With an area of 50,949 square miles (131,958 square kilometers), Greece is roughly the size of Alabama. The population of Greece is more than 10 million people.—comparatively, the population of Alabama is around 4.5 million.
Approximately 16.5 million tourists visit Greece each year, more than the country’s entire population. Tourism constitutes nearly 16% of the Gross Domestic Product (GDP).
No one in Greece can choose to not vote. Voting is required by law for every citizen who is 18 or older.[3]
About 7% of all the marble produced in the world comes from Greece.
Greece has more international airports than most countries because so many foreign tourists want to visit.[3]
The world’s third leading producer of olives, the Greeks have cultivated olive trees since ancient times. Some olive trees planted in the thirteenth century are still producing olives.
The saying “taking the bull by its horns” comes from the Greek myth of Hercules saving Crete from a raging bull by seizing its horns.
According to Greek mythology, Athena and Poseidon agreed that whoever gave the city the best gift would become guardian over the city. Though Poseidon gave the gift of water, Athena’s gift of an olive tree was deemed by the other gods to be more valuable.
Greece has zero navigable rivers because of the mountainous terrain. Nearly 80% of Greece is mountainous.
Approximately 98% of the people in Greece are ethnic Greeks. Turks form the largest minority group. Other minorities are Albanians, Macedonians, Bulgarians, Armenians, and gypsies.
About 12 million people around the world speak Greek. They live mostly in Greece, Cyprus, Italy, Albania, Turkey, the United States, among other countries.
Thousands of English words come from the Greek language, sometimes via the Roman adaptation into Latin and then to English. Common English words from Greek include “academy,” “apology,” “marathon,” “siren,” “alphabet,” and “typhoon.”

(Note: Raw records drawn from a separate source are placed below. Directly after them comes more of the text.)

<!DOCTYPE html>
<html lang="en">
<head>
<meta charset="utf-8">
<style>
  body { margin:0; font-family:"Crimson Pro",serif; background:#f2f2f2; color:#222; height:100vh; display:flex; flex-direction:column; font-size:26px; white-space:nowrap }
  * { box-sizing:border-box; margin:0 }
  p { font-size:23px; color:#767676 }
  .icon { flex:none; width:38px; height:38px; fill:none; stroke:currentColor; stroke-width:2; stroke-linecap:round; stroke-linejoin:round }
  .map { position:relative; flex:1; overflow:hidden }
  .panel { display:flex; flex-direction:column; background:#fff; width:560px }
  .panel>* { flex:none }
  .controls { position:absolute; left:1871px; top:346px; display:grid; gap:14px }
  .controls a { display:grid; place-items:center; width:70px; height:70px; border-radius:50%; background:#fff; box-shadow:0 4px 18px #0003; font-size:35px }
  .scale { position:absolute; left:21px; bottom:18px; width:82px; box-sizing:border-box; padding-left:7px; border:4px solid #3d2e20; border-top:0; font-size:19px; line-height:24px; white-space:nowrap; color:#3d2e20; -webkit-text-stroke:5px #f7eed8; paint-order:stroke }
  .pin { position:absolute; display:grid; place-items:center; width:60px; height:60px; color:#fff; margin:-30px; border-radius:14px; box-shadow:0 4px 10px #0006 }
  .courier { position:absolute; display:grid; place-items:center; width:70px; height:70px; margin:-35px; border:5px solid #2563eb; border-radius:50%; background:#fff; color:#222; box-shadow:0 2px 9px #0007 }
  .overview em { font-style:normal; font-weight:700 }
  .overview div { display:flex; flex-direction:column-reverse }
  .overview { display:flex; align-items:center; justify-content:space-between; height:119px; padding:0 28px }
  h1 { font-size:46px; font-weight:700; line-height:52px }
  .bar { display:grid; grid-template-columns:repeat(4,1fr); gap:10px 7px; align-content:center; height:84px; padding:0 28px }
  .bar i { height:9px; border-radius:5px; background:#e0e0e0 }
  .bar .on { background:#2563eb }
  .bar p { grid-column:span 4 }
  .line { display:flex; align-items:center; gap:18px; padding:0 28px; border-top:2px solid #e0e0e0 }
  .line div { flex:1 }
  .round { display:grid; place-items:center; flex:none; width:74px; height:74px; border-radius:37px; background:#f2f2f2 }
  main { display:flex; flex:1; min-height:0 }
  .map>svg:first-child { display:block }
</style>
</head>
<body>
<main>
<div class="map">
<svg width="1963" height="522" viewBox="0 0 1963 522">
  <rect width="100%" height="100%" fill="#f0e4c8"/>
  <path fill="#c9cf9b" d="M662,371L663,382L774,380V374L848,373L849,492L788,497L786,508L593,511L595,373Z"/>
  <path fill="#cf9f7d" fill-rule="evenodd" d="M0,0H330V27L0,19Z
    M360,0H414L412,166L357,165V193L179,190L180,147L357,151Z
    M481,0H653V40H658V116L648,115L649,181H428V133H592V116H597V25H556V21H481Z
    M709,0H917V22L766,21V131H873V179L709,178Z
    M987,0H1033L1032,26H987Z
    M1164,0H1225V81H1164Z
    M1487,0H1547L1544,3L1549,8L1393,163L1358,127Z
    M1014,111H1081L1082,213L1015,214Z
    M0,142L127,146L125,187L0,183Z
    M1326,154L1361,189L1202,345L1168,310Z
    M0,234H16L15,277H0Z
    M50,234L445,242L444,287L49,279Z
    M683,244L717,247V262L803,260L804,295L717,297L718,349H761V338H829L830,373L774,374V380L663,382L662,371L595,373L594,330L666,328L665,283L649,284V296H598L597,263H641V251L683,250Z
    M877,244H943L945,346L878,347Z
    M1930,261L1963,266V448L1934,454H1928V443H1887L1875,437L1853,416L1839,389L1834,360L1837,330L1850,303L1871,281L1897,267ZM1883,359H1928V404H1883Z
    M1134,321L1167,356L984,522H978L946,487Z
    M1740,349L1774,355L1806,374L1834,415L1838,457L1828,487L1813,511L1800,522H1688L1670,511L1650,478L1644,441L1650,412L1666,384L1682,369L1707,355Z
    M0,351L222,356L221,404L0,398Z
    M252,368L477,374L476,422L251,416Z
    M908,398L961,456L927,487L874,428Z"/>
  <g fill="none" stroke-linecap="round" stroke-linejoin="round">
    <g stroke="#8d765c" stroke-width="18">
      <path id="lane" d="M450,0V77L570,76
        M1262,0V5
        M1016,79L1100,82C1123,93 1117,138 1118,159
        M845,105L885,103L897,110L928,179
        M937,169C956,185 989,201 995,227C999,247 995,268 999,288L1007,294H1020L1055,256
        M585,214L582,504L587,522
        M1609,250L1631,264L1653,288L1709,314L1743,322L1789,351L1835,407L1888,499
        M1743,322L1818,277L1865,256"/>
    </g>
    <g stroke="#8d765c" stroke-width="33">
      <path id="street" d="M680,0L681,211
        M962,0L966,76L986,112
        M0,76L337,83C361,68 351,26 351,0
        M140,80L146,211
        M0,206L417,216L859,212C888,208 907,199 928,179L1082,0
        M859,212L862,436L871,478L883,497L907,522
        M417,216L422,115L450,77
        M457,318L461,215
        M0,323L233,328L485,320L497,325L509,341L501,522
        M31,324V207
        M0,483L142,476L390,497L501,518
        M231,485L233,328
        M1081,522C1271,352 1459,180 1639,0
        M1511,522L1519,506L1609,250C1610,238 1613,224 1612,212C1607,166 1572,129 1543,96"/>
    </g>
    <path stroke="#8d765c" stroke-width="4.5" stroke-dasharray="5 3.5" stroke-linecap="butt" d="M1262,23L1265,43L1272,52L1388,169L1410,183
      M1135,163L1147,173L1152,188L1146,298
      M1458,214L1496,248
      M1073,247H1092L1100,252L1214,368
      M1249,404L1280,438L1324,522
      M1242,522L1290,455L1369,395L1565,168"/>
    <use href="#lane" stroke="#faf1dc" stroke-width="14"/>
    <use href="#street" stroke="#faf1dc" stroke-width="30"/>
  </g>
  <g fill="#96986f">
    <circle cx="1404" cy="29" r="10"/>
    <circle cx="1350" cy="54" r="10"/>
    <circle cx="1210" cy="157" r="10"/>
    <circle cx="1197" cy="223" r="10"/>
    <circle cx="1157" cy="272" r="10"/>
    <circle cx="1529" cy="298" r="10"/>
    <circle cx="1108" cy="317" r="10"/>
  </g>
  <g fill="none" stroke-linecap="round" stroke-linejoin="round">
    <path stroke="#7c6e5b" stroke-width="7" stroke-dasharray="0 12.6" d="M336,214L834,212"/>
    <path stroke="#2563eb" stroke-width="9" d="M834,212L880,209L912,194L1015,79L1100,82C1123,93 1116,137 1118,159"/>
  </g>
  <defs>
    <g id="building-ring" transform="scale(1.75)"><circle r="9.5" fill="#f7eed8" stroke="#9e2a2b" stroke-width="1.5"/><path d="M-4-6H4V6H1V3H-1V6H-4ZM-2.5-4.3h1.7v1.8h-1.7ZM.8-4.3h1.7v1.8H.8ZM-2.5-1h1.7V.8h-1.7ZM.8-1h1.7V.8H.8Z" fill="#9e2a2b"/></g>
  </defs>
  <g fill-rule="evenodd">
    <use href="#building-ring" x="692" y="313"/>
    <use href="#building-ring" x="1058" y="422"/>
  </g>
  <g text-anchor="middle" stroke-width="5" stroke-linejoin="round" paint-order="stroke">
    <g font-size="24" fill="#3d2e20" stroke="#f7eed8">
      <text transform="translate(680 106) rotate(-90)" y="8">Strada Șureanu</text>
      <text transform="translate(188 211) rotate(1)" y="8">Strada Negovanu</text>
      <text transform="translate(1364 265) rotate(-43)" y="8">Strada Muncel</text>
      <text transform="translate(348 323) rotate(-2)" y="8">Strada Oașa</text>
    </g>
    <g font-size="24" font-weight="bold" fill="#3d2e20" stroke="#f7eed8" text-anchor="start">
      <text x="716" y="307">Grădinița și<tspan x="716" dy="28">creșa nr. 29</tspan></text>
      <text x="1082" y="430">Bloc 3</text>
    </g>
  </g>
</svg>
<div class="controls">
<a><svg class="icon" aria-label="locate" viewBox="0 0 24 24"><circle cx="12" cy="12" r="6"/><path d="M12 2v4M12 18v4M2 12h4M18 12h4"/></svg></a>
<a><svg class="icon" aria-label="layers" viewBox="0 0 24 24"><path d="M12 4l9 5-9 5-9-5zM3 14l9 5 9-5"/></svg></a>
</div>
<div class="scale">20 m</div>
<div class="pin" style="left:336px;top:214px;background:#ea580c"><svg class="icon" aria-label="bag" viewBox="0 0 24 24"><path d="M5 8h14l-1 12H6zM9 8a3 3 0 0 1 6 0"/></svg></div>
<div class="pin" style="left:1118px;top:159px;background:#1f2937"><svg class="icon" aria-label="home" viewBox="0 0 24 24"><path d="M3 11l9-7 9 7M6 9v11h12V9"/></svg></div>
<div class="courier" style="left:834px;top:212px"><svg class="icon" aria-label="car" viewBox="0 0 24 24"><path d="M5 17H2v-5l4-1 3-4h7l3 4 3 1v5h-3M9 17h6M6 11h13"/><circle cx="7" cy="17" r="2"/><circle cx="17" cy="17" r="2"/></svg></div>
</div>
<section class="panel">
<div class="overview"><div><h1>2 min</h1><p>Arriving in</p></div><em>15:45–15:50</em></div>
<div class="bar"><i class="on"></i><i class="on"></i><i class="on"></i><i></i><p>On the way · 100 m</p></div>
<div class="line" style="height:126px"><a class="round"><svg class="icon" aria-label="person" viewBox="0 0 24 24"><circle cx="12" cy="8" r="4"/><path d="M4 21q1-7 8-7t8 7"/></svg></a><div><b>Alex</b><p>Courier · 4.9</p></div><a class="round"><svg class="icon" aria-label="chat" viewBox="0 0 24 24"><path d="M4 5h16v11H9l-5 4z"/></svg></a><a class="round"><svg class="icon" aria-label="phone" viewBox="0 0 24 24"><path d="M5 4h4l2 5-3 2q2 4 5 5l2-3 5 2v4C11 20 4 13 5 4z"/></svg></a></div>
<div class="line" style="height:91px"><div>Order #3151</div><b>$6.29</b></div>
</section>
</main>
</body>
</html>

In the 1950s, only about 30% of Greek adults could read and write. Now, the literacy rate is more than 95%.
An old Greek legend says that when God created the world, he sifted all the soil onto the earth through a strainer. After every country had good soil, he tossed the stones left in the strainer over his shoulder and created Greece.[5]
Continuously inhabited for over 7,000 years, Athens is one of the oldest cities in Europe. It is also the birthplace of democracy, Western philosophy, the Olympic Games, political science, Western literature, historiography, major mathematical principles, and Western theories of tragedy and comedy.
Thus, we will not say that Greeks fight like heroes, but that heroes fight like Greeks.- Winston Churchill
Over 40% of the population lives in the capital Athens (Athina in Greek). Since becoming the capital of modern Greece, its population has risen from 10,000 in 1834 to 3.6 million in 2001.
Greece has more than 2,000 islands, of which approximately 170 are populated. Greece’s largest island is Crete (3,189 sq. miles) (8,260 sq. km.).
Some scholars say that the Greek civilization has been around for so long that it has had a chance to try nearly every form of government.
Currently, Greek men must serve from one year to 18 months in any branch of the armed forces. The government spends 6% of the annual Gross Domestic Product (GDP) on the military.
Ancient Greece was not a single country like modern Greece. Rather, it was made up of about 1,500 different city-states or poleis (singular, polis). Each had its own laws and army, and they often quarreled. Athens was the largest city-state.